INPUT DATA below:

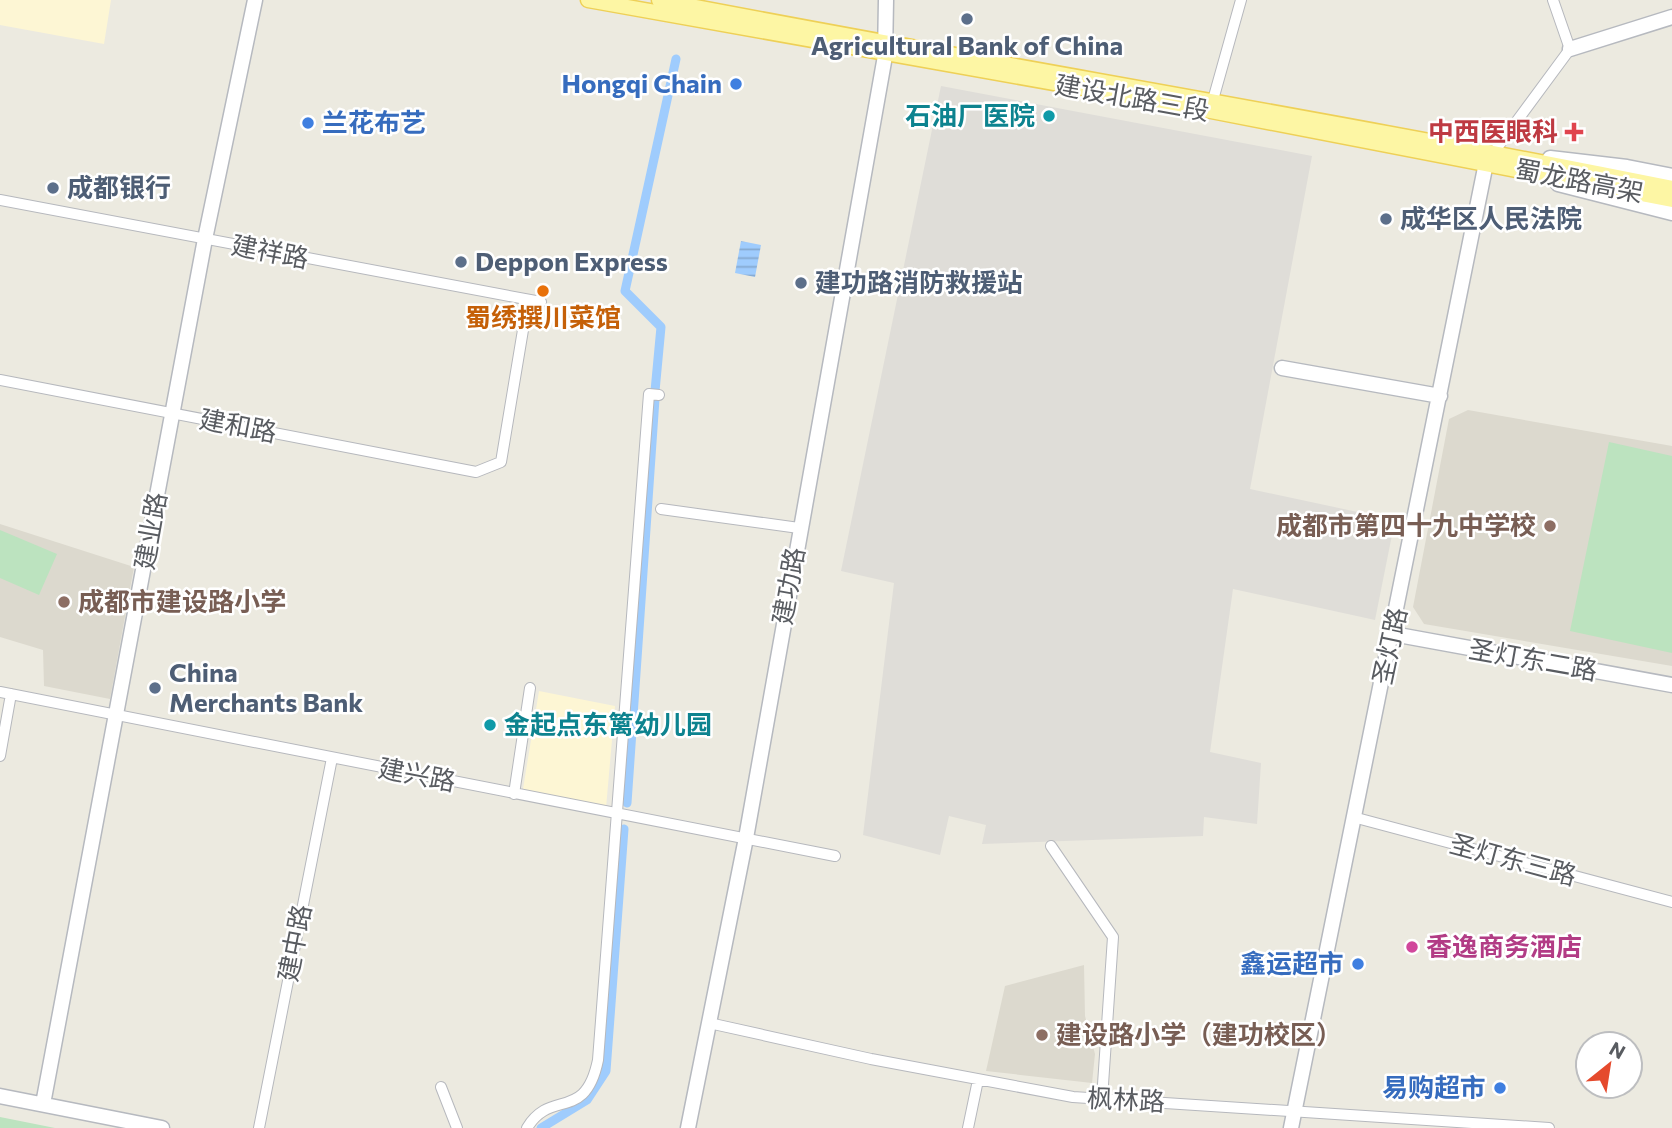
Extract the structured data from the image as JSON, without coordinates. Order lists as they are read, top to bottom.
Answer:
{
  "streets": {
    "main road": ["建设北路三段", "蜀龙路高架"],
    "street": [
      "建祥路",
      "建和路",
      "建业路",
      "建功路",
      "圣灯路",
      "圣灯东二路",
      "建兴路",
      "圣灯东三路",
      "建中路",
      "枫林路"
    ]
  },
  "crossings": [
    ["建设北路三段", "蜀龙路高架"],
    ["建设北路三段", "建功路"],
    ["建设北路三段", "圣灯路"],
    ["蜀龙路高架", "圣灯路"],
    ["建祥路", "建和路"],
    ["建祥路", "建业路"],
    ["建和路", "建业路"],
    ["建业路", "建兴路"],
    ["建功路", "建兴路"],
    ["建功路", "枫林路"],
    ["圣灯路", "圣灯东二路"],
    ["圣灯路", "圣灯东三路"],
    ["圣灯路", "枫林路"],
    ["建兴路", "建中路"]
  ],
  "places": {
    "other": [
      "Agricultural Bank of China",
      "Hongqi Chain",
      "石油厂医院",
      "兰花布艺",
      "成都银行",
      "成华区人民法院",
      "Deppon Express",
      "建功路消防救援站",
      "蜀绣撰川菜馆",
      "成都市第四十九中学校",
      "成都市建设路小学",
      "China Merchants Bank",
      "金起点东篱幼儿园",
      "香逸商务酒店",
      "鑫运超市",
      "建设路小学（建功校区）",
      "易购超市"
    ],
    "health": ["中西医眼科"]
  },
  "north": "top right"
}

End of INPUT DATA.
INPUT DATA below:

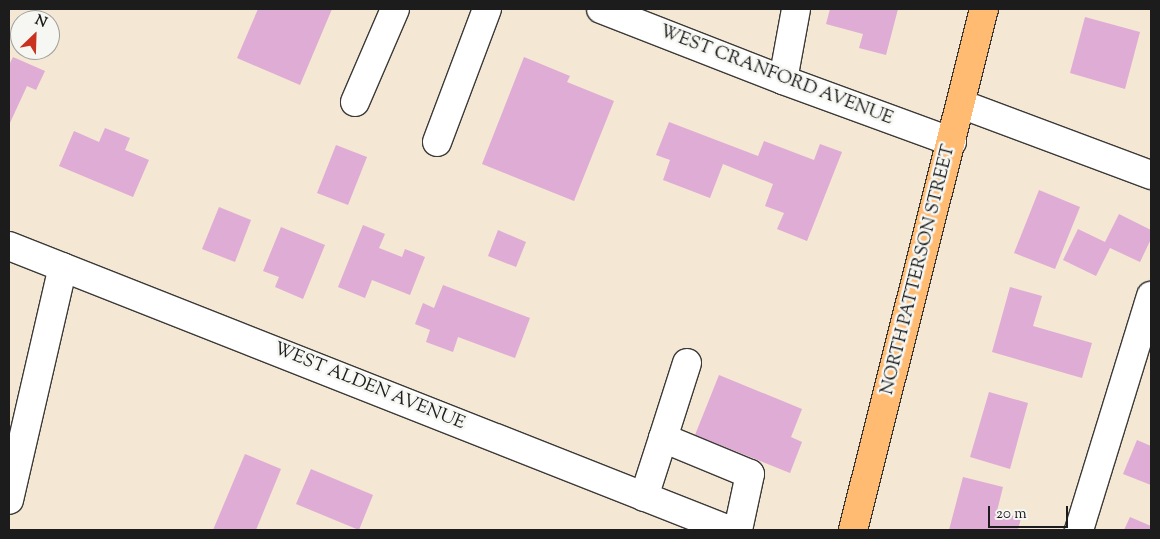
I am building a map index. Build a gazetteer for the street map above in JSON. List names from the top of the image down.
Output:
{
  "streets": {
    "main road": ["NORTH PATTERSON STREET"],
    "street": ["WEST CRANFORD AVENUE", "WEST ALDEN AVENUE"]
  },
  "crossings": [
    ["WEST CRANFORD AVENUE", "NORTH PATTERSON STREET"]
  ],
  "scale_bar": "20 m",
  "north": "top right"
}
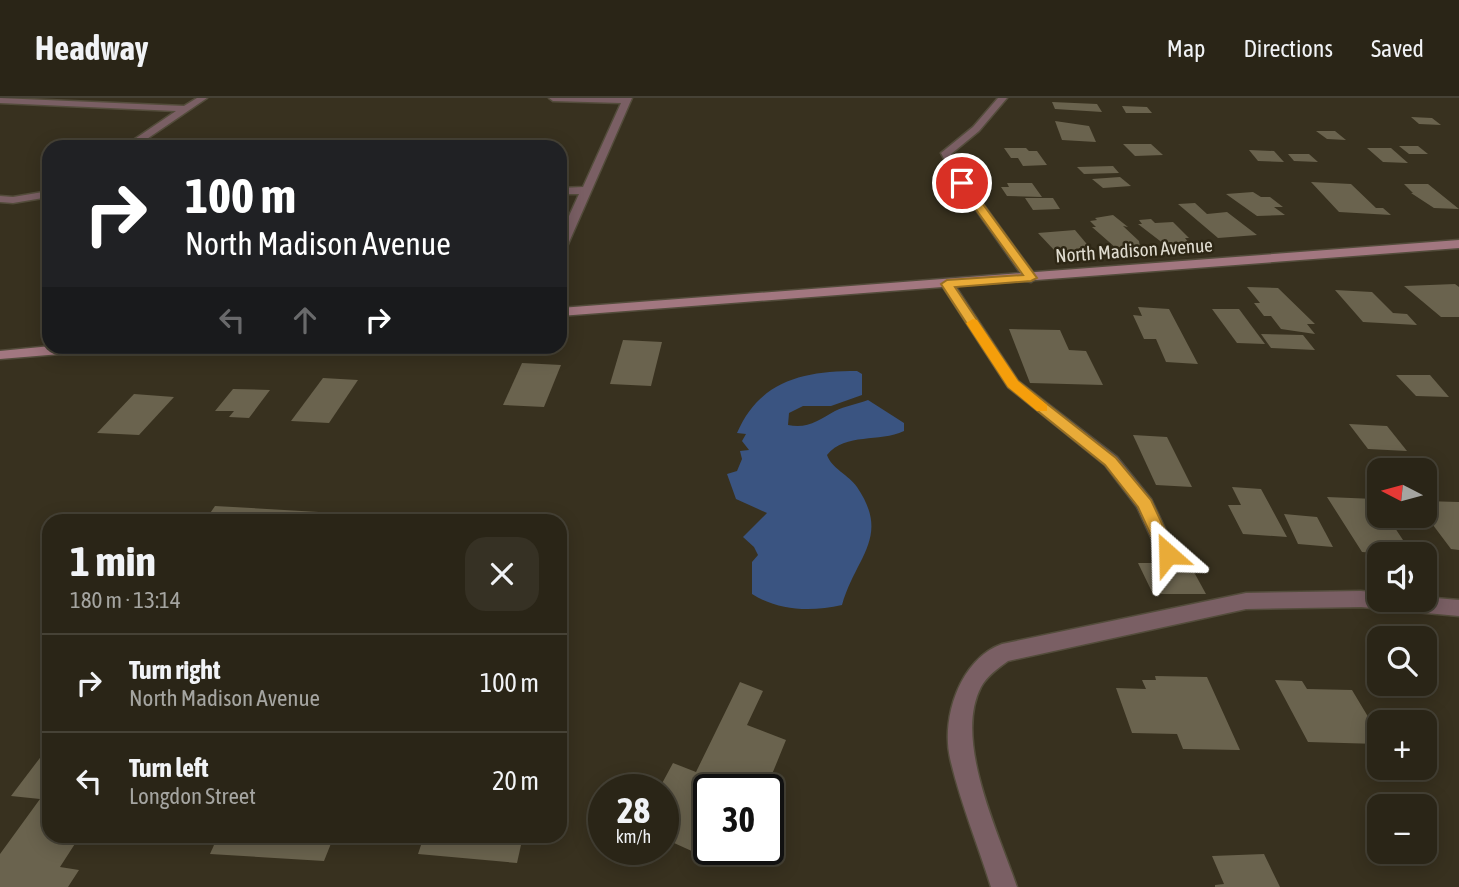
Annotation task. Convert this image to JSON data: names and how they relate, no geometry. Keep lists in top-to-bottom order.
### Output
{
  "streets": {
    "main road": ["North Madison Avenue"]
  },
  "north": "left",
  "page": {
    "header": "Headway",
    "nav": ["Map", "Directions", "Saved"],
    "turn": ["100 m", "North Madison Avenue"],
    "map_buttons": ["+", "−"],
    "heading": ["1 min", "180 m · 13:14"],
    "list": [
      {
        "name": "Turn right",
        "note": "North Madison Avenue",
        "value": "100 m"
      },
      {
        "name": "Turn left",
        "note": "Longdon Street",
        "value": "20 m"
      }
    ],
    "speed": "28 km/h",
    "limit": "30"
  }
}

End of INPUT DATA.

## TASK DESCRIPTION
Search term "JSON": return each line of the data that contains it.

## FINISHED EXERCISE
Extract the structured data from the image as JSON, without coordinates. Order lists as they are read, top to bottom.
I am building a map index. Build a gazetteer for the street map above in JSON. List names from the top of the image down.
Annotation task. Convert this image to JSON data: names and how they relate, no geometry. Keep lists in top-to-bottom order.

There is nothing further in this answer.